Set down, without alteration, the lines from the one that contains "<button>−</button>" through the final line of the material below.

*LISTED RECORDS*.
-- -- --
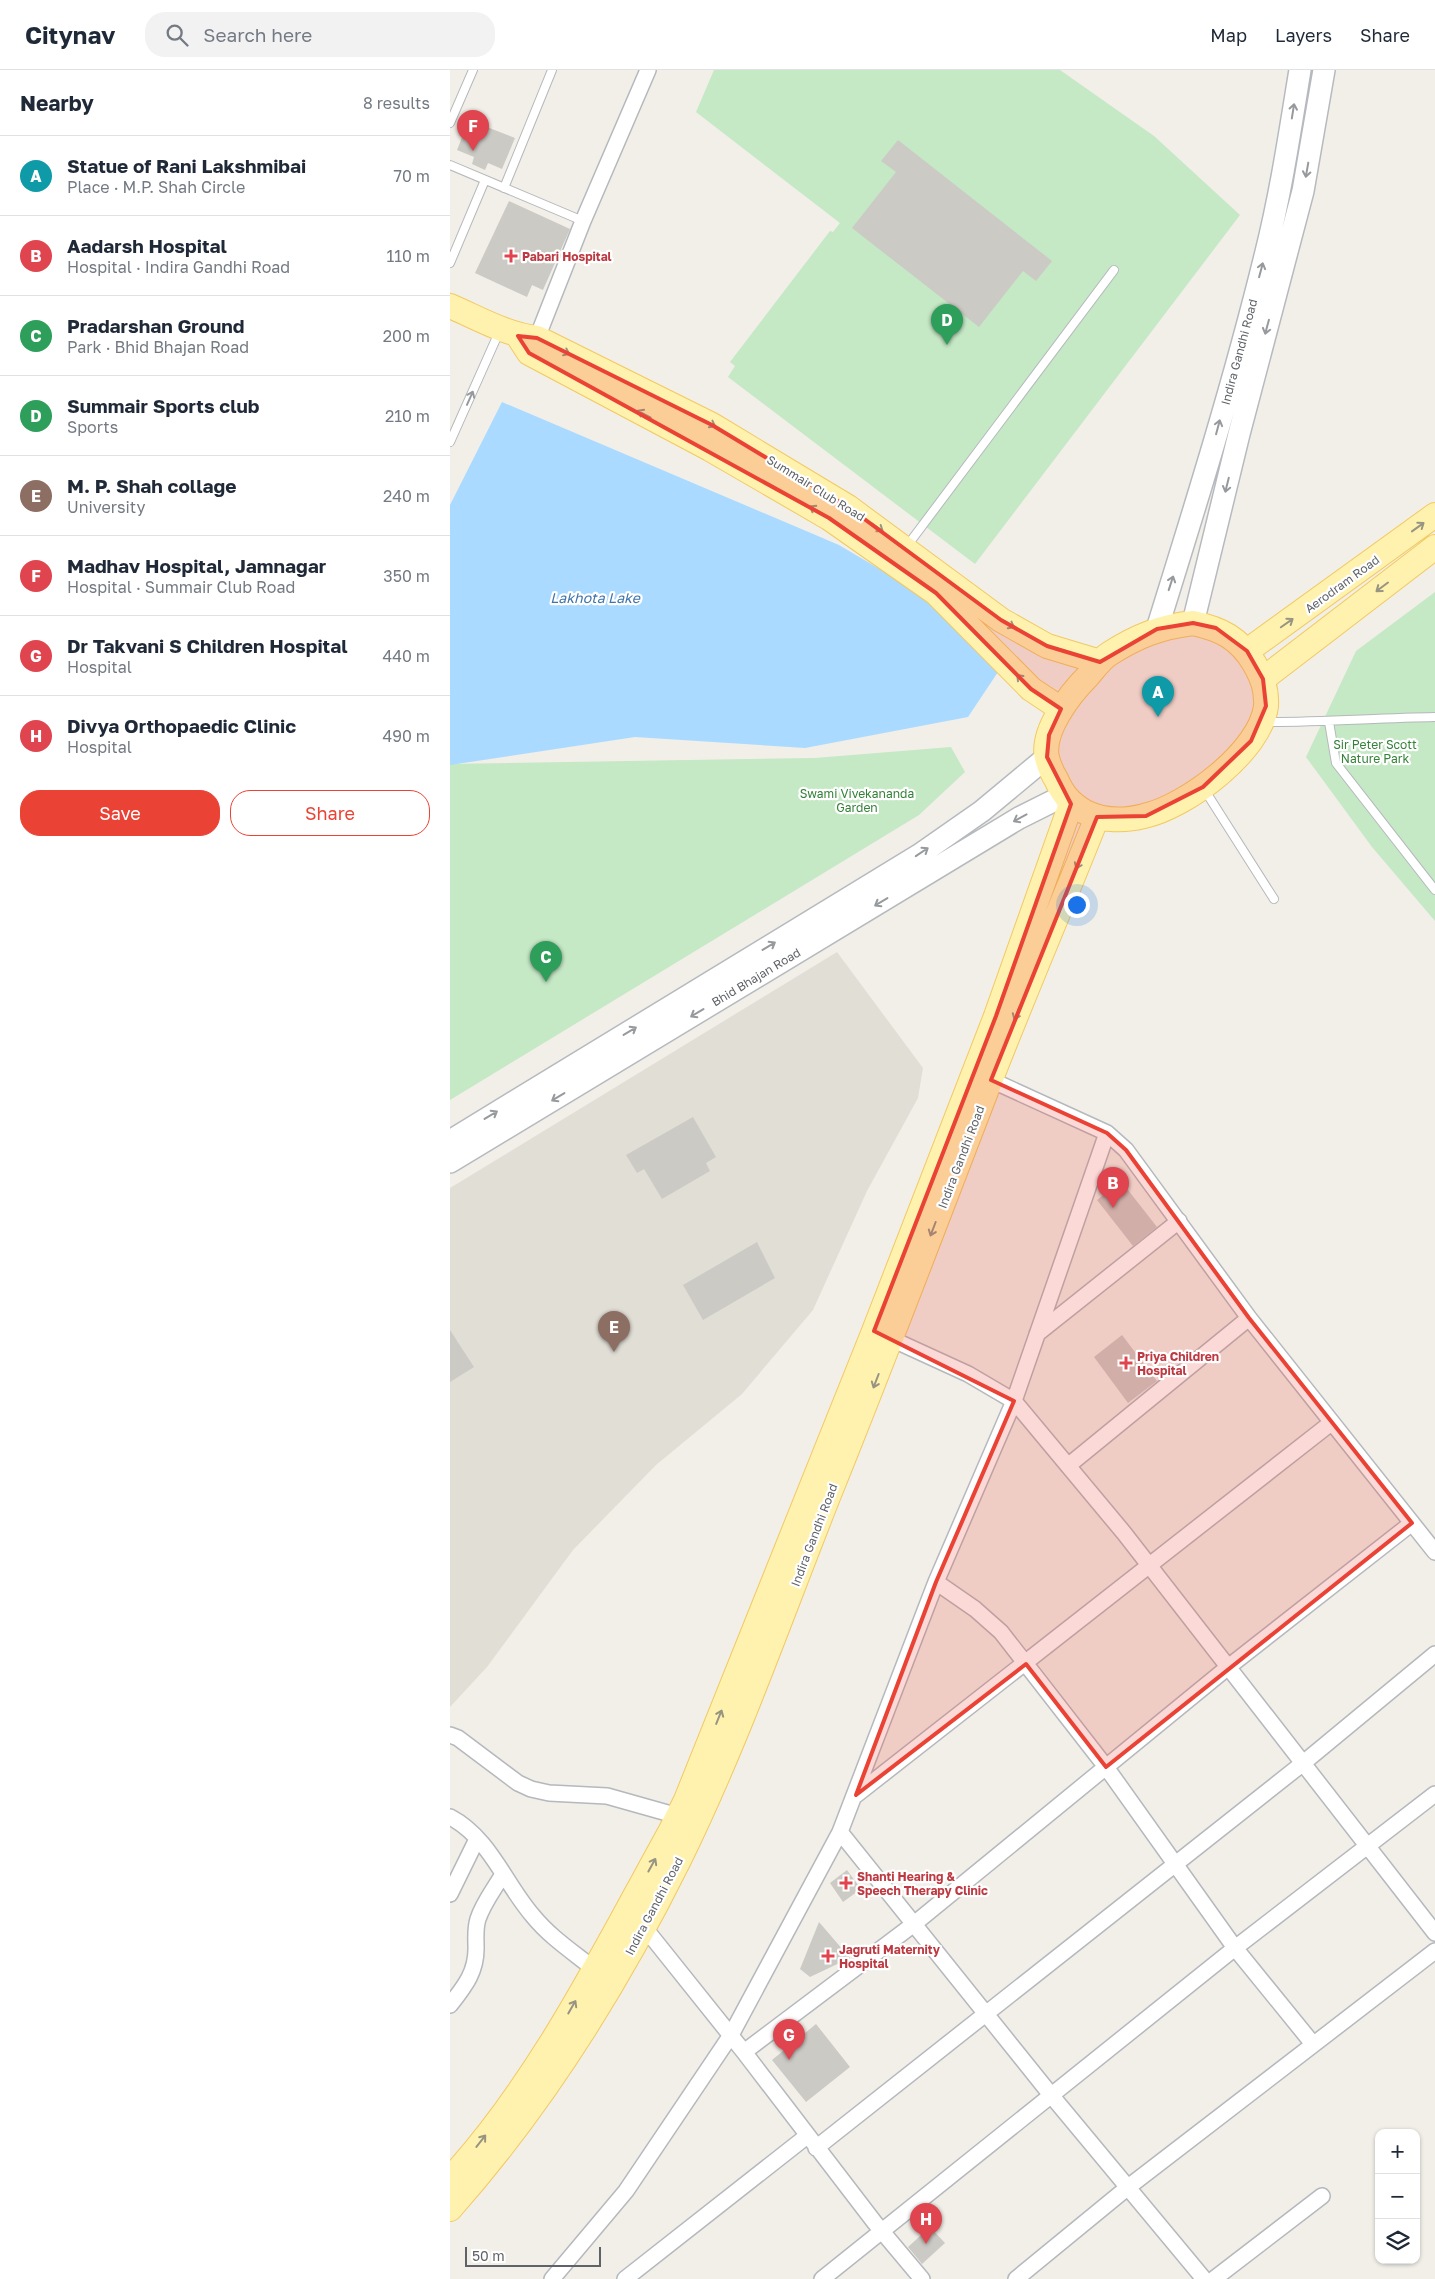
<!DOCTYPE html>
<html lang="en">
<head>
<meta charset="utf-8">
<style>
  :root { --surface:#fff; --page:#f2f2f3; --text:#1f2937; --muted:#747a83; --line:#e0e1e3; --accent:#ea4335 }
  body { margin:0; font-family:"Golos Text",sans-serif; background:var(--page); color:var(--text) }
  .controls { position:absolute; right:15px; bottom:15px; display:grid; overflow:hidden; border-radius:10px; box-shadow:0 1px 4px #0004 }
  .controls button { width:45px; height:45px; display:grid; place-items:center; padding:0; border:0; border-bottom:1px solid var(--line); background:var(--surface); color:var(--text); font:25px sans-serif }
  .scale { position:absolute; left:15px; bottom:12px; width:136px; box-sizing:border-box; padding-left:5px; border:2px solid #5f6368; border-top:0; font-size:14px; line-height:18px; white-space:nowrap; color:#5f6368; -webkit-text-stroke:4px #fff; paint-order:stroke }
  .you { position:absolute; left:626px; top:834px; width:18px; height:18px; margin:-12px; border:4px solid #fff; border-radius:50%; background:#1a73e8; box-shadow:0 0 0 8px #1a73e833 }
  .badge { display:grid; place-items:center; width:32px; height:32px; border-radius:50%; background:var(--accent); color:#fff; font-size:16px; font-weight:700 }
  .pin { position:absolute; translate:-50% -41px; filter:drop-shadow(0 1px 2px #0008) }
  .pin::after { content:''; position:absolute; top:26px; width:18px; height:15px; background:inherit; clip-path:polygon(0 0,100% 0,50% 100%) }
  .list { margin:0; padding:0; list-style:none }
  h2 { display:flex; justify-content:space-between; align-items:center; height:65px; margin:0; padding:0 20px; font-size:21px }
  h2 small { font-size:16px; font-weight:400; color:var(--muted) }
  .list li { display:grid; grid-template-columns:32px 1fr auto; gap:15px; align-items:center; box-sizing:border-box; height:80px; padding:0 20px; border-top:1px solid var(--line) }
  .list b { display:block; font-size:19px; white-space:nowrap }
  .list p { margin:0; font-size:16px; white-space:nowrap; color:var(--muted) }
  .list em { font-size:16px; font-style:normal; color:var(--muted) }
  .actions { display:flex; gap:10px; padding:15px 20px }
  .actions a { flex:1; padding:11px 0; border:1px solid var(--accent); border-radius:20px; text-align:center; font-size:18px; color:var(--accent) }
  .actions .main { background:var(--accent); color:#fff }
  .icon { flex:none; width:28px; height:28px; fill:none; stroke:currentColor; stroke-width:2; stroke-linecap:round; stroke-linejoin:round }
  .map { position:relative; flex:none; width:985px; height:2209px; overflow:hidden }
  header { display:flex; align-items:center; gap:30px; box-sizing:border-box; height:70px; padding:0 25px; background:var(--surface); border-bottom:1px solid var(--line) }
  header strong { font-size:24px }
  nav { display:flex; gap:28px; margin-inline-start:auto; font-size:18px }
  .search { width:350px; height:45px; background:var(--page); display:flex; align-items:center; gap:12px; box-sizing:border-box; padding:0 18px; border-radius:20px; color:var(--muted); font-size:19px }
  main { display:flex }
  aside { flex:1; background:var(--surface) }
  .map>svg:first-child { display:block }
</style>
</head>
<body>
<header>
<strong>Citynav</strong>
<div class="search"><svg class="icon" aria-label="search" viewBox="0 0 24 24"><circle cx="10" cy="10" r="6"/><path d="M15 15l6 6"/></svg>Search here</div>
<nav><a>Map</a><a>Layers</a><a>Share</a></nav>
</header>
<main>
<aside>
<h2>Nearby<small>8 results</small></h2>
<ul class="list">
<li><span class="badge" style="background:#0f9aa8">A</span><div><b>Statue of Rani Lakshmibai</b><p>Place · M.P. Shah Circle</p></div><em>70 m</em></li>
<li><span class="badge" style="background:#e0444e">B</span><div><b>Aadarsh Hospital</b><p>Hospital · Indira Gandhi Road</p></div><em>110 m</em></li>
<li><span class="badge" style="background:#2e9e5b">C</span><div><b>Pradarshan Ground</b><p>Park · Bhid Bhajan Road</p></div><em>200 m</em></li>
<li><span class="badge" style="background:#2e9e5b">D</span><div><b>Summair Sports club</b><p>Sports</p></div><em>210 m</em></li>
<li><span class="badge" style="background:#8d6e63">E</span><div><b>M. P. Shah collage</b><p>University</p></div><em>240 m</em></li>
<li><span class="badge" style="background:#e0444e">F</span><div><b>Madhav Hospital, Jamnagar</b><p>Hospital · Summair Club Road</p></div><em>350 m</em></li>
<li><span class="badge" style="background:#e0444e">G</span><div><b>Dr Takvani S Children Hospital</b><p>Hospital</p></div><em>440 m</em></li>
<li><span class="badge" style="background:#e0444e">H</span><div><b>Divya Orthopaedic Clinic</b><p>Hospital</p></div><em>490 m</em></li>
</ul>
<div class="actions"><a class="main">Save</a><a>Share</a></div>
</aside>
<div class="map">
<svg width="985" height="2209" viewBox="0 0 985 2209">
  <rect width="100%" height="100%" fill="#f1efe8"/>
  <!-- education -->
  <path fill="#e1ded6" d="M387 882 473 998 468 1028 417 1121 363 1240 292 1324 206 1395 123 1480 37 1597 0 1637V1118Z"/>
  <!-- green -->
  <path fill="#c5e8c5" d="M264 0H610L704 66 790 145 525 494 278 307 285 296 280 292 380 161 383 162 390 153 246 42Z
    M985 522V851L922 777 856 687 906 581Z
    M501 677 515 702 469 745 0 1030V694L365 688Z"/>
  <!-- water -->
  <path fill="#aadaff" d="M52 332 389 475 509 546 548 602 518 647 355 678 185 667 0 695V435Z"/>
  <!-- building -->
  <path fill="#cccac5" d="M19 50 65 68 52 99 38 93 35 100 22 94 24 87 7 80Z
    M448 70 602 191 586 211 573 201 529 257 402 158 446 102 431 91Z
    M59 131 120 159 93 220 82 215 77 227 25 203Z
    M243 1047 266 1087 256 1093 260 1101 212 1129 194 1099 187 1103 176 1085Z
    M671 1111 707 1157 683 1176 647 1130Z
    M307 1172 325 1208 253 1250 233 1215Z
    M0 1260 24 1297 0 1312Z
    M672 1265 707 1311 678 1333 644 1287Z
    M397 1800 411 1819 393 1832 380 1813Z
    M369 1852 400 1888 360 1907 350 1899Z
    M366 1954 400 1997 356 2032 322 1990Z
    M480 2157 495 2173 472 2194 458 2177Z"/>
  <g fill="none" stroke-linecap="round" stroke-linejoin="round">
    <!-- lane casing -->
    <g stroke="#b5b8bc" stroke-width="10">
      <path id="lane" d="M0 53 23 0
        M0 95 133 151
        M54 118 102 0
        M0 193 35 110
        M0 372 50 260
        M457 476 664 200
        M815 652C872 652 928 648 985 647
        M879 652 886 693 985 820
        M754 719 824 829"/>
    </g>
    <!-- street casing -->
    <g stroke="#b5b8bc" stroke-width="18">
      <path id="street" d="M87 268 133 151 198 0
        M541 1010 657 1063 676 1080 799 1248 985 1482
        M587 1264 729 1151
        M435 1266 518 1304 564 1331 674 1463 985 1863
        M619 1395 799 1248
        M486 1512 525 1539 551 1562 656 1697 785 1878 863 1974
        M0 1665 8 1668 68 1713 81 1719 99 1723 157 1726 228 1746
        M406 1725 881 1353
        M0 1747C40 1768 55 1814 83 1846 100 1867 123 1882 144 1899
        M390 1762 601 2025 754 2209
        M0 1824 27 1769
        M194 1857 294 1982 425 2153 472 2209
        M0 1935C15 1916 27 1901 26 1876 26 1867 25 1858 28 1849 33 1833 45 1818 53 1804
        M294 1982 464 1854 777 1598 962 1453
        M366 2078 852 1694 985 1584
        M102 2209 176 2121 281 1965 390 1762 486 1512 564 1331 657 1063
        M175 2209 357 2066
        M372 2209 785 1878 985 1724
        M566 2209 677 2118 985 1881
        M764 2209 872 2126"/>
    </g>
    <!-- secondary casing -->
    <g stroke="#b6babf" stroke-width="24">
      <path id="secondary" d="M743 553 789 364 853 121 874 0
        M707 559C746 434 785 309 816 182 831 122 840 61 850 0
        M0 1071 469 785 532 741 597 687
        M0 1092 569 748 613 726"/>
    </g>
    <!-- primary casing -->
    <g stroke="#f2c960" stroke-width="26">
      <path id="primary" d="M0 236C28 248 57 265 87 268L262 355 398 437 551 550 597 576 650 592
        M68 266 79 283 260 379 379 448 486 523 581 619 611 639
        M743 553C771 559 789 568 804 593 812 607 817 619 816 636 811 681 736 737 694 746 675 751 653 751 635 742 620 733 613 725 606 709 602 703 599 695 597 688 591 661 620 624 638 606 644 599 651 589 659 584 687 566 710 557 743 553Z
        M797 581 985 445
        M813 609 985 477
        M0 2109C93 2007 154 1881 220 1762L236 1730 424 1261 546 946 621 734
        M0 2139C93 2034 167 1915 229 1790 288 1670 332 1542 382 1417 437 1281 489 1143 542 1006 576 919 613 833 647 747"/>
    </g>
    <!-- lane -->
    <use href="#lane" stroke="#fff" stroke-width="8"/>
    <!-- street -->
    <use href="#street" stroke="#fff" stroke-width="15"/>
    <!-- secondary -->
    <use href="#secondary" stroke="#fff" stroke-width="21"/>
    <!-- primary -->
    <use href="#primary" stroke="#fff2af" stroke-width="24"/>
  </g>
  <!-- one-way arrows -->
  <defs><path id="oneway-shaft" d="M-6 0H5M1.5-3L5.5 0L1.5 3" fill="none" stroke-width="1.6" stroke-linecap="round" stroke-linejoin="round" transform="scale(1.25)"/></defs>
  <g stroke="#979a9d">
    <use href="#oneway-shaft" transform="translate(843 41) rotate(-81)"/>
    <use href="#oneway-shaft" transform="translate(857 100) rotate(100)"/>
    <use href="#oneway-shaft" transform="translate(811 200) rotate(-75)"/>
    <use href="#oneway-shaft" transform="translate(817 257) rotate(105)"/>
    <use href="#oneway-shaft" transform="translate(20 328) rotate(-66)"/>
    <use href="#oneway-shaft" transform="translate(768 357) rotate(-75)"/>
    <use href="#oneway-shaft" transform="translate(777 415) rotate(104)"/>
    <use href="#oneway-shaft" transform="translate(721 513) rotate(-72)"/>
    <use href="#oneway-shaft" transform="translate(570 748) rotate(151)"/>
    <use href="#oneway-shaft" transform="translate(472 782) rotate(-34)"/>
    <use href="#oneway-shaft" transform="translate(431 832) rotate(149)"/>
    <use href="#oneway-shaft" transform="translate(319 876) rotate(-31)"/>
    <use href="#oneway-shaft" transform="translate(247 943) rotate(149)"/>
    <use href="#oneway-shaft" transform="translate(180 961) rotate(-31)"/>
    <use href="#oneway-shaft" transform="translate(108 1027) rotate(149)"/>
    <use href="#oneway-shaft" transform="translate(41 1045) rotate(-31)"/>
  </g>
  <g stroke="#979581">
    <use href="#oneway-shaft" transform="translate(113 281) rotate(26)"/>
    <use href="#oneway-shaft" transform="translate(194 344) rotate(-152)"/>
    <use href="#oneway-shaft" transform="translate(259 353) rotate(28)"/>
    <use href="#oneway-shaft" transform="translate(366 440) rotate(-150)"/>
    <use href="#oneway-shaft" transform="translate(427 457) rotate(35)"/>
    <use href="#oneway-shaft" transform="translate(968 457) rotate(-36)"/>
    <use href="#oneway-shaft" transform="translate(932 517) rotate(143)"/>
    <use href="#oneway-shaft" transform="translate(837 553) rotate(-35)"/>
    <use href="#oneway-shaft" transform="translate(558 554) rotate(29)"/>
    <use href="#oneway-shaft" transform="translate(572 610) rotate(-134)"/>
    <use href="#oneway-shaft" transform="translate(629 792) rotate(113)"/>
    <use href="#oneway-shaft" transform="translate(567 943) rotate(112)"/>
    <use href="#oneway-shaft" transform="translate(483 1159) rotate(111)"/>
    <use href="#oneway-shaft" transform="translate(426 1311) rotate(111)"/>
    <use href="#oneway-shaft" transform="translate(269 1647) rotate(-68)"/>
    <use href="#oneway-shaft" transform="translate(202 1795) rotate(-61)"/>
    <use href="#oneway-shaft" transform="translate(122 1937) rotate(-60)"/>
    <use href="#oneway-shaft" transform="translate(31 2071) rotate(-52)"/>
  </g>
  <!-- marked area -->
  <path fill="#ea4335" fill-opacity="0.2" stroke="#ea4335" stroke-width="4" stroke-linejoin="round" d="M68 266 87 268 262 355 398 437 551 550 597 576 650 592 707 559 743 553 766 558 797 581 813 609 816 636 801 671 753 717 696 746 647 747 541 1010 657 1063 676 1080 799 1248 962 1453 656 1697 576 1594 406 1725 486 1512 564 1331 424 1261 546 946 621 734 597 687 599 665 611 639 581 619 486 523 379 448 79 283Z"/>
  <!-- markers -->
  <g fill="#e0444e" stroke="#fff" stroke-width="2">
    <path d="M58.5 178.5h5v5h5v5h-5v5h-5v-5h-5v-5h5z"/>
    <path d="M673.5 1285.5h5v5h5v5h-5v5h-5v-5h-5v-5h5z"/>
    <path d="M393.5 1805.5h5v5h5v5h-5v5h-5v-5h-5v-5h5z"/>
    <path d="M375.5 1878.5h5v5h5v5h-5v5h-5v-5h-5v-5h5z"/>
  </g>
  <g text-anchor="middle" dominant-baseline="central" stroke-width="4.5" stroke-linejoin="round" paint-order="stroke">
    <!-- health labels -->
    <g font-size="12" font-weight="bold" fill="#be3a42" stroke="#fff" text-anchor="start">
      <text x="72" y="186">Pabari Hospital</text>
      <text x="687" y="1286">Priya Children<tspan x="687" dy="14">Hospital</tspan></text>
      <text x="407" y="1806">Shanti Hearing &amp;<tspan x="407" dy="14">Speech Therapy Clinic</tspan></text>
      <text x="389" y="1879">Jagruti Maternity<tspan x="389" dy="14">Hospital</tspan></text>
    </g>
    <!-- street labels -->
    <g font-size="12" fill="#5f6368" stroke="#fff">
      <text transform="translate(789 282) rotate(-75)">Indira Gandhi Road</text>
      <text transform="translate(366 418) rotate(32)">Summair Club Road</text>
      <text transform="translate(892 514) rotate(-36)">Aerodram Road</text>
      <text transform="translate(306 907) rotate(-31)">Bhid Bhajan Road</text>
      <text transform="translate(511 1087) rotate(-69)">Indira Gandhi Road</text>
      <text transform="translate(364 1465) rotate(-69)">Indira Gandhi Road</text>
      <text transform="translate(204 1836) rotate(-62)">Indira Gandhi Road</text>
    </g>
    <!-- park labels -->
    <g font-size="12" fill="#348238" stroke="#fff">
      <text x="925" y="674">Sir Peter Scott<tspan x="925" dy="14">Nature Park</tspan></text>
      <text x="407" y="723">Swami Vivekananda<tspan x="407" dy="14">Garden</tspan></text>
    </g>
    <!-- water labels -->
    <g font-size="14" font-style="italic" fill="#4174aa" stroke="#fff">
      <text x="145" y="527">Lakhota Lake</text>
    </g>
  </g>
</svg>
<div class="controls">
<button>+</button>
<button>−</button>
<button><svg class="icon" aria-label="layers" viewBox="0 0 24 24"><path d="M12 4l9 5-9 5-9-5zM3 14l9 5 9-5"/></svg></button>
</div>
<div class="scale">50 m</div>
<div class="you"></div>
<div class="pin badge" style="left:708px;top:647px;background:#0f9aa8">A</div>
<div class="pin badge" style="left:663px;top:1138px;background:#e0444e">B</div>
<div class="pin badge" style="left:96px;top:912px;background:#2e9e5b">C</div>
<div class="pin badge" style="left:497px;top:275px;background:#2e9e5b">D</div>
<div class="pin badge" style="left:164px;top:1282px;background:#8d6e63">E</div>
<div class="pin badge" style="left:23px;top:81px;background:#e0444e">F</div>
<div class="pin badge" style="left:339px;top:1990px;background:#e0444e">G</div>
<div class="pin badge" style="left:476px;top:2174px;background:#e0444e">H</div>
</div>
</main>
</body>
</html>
-- -- --
*TASK RESULT*.
<button>−</button>
<button><svg class="icon" aria-label="layers" viewBox="0 0 24 24"><path d="M12 4l9 5-9 5-9-5zM3 14l9 5 9-5"/></svg></button>
</div>
<div class="scale">50 m</div>
<div class="you"></div>
<div class="pin badge" style="left:708px;top:647px;background:#0f9aa8">A</div>
<div class="pin badge" style="left:663px;top:1138px;background:#e0444e">B</div>
<div class="pin badge" style="left:96px;top:912px;background:#2e9e5b">C</div>
<div class="pin badge" style="left:497px;top:275px;background:#2e9e5b">D</div>
<div class="pin badge" style="left:164px;top:1282px;background:#8d6e63">E</div>
<div class="pin badge" style="left:23px;top:81px;background:#e0444e">F</div>
<div class="pin badge" style="left:339px;top:1990px;background:#e0444e">G</div>
<div class="pin badge" style="left:476px;top:2174px;background:#e0444e">H</div>
</div>
</main>
</body>
</html>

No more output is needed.